Be the Cause

From a friend in Pakistan

Dear Bethecasue,org Team,

Greetings of peace and love from Pakistan.

Congratulation for holding such a constructive humanitarian awarness programme on 24th June. My prayers are with you on the same time for wounderful event.

Yuel Bhatti
Peace & Development Foundation
Pakistan

Evening in Africa Speech

Most folks from Be the Cause know that I don’t necessarily plan all my talks. But for this evening in Africa, because of the complexity of the continent, I thought it would be good to prepare something. I felt that the audience should know how poverty, women’s rights, health care, HIV/AIDS, corruption, culture and education all tie in together. So at 2:00 in the afternoon when I should have been getting ready to leave, I decided to go for a walk to think about what I would say. I thought to myself, I have to talk about third-world debt and how some African countries accumulated an exuberant amount of debt through unfair practices… and how crippling it is for these countries to now repay these loans back. I thought, I have to talk about Bono from U2 and how inspiring his work with one.org is. I thought to myself, I have to talk about Be the Cause and how a simple act of kindness three years ago has rippled far out into the community.

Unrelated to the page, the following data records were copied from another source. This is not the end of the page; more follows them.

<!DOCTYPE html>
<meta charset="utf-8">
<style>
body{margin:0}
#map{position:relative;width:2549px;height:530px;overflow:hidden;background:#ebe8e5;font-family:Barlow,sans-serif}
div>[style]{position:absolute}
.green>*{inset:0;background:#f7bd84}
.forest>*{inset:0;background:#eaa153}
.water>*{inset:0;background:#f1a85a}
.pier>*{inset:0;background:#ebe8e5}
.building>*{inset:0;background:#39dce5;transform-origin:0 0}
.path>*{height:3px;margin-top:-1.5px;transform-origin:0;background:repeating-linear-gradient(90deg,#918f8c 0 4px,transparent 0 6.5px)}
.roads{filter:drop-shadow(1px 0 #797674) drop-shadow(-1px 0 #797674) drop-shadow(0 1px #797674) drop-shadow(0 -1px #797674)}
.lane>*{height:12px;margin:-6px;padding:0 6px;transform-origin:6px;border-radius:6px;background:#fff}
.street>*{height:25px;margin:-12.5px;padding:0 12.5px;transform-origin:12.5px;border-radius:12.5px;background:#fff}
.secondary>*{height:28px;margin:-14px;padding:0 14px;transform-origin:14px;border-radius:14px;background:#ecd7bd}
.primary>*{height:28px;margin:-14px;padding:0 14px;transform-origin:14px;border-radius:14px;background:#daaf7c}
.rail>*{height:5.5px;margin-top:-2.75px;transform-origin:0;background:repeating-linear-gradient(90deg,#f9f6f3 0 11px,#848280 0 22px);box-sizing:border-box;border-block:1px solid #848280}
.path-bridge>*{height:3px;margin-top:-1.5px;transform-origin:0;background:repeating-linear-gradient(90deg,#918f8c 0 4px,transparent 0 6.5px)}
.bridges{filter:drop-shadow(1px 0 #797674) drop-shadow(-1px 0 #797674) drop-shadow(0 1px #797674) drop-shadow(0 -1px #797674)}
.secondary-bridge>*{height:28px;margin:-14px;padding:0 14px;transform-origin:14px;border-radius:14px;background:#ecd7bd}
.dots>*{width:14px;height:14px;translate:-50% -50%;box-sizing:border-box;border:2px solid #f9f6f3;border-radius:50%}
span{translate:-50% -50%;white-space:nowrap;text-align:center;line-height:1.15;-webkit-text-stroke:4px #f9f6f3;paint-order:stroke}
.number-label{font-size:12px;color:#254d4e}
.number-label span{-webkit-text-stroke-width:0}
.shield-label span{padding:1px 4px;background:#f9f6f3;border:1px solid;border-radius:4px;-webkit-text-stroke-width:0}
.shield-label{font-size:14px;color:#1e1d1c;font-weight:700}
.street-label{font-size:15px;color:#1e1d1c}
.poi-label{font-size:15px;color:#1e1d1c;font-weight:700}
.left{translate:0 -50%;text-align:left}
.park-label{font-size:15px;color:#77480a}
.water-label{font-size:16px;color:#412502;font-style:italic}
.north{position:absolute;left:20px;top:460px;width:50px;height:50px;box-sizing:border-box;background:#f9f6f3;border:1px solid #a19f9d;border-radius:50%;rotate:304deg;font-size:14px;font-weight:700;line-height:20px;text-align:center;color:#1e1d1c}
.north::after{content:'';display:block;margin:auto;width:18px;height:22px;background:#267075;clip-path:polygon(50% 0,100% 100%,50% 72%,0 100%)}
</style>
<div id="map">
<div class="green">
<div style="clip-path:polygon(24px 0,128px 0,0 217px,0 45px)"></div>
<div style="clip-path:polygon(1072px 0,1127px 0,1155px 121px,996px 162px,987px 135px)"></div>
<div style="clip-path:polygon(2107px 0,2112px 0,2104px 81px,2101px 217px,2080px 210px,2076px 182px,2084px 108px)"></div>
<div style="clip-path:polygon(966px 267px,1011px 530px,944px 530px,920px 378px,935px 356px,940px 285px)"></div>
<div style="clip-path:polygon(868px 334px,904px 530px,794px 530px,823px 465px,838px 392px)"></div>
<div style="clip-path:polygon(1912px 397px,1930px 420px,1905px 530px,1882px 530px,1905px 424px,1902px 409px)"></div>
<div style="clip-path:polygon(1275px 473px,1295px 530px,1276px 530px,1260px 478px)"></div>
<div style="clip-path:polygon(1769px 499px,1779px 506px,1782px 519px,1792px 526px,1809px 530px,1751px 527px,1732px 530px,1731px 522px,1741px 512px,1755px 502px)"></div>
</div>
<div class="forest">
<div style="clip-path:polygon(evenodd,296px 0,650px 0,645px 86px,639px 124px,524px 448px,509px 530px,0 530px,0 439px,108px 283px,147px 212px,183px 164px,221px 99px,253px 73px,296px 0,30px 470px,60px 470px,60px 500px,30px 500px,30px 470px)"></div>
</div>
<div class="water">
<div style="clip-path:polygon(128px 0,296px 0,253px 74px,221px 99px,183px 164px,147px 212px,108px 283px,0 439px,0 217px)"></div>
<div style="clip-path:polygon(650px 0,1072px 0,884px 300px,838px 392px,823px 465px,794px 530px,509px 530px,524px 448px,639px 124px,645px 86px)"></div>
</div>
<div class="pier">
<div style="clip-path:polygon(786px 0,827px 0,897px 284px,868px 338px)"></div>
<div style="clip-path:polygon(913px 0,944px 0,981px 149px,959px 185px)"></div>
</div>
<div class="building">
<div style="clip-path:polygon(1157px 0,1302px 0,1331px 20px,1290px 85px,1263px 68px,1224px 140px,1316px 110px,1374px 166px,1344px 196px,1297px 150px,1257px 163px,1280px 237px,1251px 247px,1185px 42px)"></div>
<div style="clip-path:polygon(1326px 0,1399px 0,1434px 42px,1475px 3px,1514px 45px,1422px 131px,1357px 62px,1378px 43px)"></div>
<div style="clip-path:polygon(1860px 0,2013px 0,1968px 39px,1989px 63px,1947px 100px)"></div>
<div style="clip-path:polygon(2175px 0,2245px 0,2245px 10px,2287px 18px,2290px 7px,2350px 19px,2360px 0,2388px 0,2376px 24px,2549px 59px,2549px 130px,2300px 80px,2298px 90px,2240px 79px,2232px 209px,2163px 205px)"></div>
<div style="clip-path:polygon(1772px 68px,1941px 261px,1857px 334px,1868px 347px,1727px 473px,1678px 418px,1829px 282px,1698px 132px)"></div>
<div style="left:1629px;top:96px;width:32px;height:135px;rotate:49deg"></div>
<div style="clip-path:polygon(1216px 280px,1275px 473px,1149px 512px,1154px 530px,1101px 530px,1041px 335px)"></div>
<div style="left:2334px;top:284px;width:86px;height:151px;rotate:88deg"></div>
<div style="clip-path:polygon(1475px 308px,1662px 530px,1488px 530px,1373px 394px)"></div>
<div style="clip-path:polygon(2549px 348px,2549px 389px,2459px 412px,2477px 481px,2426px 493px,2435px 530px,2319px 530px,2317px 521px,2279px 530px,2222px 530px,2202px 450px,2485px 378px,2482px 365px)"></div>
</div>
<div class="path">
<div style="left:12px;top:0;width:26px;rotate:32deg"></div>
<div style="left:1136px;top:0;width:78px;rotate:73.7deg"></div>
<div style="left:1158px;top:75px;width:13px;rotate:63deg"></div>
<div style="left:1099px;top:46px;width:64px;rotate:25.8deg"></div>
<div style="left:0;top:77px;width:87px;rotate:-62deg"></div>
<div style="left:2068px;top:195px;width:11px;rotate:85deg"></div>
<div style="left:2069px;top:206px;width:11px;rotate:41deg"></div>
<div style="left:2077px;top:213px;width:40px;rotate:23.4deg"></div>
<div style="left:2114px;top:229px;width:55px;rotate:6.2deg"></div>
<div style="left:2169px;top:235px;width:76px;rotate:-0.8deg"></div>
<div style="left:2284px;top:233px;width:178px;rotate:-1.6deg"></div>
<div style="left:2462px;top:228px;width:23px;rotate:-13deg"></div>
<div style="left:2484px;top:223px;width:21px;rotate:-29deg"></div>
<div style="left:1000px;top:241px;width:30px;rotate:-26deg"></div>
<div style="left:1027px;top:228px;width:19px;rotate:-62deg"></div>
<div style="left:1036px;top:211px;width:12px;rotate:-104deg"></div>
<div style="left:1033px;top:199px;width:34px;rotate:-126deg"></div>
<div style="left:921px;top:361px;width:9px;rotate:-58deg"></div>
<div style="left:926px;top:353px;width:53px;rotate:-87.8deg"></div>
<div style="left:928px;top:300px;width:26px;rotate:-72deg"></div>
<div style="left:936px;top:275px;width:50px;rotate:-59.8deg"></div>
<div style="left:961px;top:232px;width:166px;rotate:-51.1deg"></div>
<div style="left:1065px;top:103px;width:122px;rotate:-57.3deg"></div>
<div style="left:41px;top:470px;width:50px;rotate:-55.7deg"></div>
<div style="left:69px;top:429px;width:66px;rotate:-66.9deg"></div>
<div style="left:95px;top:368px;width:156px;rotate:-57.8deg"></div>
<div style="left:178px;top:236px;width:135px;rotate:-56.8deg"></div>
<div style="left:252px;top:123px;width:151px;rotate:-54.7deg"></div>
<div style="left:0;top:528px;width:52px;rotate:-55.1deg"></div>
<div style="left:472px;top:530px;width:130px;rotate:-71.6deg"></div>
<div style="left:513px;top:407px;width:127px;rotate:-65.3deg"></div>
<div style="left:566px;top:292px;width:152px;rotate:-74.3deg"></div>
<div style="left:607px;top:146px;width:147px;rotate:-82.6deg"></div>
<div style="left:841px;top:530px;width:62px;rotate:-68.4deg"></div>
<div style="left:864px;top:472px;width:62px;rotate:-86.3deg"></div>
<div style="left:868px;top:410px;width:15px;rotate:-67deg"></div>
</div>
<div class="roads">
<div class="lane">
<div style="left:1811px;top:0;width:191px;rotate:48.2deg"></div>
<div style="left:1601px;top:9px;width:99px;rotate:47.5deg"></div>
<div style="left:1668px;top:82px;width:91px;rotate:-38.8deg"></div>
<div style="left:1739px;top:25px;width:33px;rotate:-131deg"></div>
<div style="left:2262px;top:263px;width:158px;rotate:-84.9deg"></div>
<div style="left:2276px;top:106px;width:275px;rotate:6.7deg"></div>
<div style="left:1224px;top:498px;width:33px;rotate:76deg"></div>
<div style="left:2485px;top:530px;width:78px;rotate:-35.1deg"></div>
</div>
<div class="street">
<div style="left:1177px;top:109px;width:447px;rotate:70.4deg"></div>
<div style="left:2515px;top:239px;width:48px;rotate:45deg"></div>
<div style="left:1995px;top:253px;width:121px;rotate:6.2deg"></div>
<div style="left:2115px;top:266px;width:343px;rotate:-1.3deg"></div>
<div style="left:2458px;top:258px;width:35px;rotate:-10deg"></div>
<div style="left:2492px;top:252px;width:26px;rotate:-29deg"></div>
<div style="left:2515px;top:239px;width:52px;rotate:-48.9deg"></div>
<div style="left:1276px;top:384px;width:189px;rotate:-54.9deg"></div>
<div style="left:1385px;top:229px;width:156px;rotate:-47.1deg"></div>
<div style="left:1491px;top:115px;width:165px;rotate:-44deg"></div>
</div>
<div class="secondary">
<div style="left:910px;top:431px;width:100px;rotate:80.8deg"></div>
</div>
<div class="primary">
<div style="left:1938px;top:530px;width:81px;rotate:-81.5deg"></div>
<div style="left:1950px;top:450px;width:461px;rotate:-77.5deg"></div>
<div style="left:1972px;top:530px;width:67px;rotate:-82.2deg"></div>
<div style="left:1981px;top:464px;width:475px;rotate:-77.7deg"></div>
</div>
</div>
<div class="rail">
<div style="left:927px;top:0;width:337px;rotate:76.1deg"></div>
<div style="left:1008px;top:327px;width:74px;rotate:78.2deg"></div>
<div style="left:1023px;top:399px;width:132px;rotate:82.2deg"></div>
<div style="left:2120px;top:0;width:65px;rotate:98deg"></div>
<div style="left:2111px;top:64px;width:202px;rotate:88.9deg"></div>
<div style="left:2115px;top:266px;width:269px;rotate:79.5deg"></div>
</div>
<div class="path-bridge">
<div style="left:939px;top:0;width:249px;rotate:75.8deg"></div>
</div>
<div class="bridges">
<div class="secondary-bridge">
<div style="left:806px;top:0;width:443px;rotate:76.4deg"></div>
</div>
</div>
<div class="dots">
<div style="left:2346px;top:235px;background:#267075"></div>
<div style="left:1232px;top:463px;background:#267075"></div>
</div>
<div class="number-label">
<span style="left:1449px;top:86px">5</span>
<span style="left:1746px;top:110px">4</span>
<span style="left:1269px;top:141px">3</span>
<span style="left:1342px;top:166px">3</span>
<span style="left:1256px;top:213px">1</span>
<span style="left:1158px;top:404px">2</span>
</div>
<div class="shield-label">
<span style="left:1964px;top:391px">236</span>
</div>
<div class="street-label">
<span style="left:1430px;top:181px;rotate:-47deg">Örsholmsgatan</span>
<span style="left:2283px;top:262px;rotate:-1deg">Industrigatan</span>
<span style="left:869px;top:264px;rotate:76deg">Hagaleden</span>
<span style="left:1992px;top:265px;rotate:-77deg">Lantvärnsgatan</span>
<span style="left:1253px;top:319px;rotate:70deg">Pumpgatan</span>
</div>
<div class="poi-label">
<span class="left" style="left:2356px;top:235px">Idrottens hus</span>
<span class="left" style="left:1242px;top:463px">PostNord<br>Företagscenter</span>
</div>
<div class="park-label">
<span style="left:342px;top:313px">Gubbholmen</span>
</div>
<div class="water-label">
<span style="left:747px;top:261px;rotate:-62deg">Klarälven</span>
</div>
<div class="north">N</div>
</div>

So as I’m thinking of what to say, I make a turn on my block and a woman comes to approach me. Then she turns away, and then approaches me again. She asks me “Are you busy right now?”. I obviously reply that I am free, after all the event is only in a few hours. She proceeds to tell me that her husband is lying on the floor of their house and cannot get up. He has been lying there for two hours and just got back from the hospital after a heart attack a few days ago. The husband is not allowing his wife to call the paramedics.

As I followed her into the house I thought to myself, anything can happen, I don’t even know who these people are. In that moment, I decided that whatever belonged to me, I would give away freely to these people.

Sure enough, as we walked into the bedroom, her husband lay there on the floor. I could tell he was embarrassed as the only article of clothing he wore was a pair of boxers. His wife grabbed him from one side, I from another. Struggling, we were able to place the upper half of his body on the side of the bed. We then went for his legs and somehow twisted and maneuvered until he was finally safe in his bed.

As I left the house, I thought to myself, finally I have a story to tell. I walked around the block recounting the experience I had just had when the woman approached me again. This time all she said was a sincere “Thank You”. She proceed to ask me if I was friends with her neighbor “Mary Ann”. I knew Mary Ann and had walked with her before… it was in that moment that I realized that this experience on my block in sunny Southern California was related to the continent of Africa 9000 miles away.

In Kenya, several months ago, when a few of us were volunteering at a Medical Clinic, we were asked to give a presentation on who we were and what we were going to do in Kenya. At the presentation, we made it clear that we did not have anything to offer the people of Africa, but had much more to learn. In the rural town of Mbita, Kenya, all the locals knew each other by name, they left their doors unlocked and their kids roamed the streets with no fear. Many times we would find children playing in the streets with no adult supervision.

During that presentation, we confessed that in America, we did not even know the names of our neighbors.

This afternoon, around my block, a neighbor now knows me.

If we do not think of our neighbors as one of us, then we cannot help them. If we do not think of the people of Africa as one of us, then we cannot help them.

With the words of U2: “We’re one, but we’re not the same. We get to carry each other. Carry each other. One”.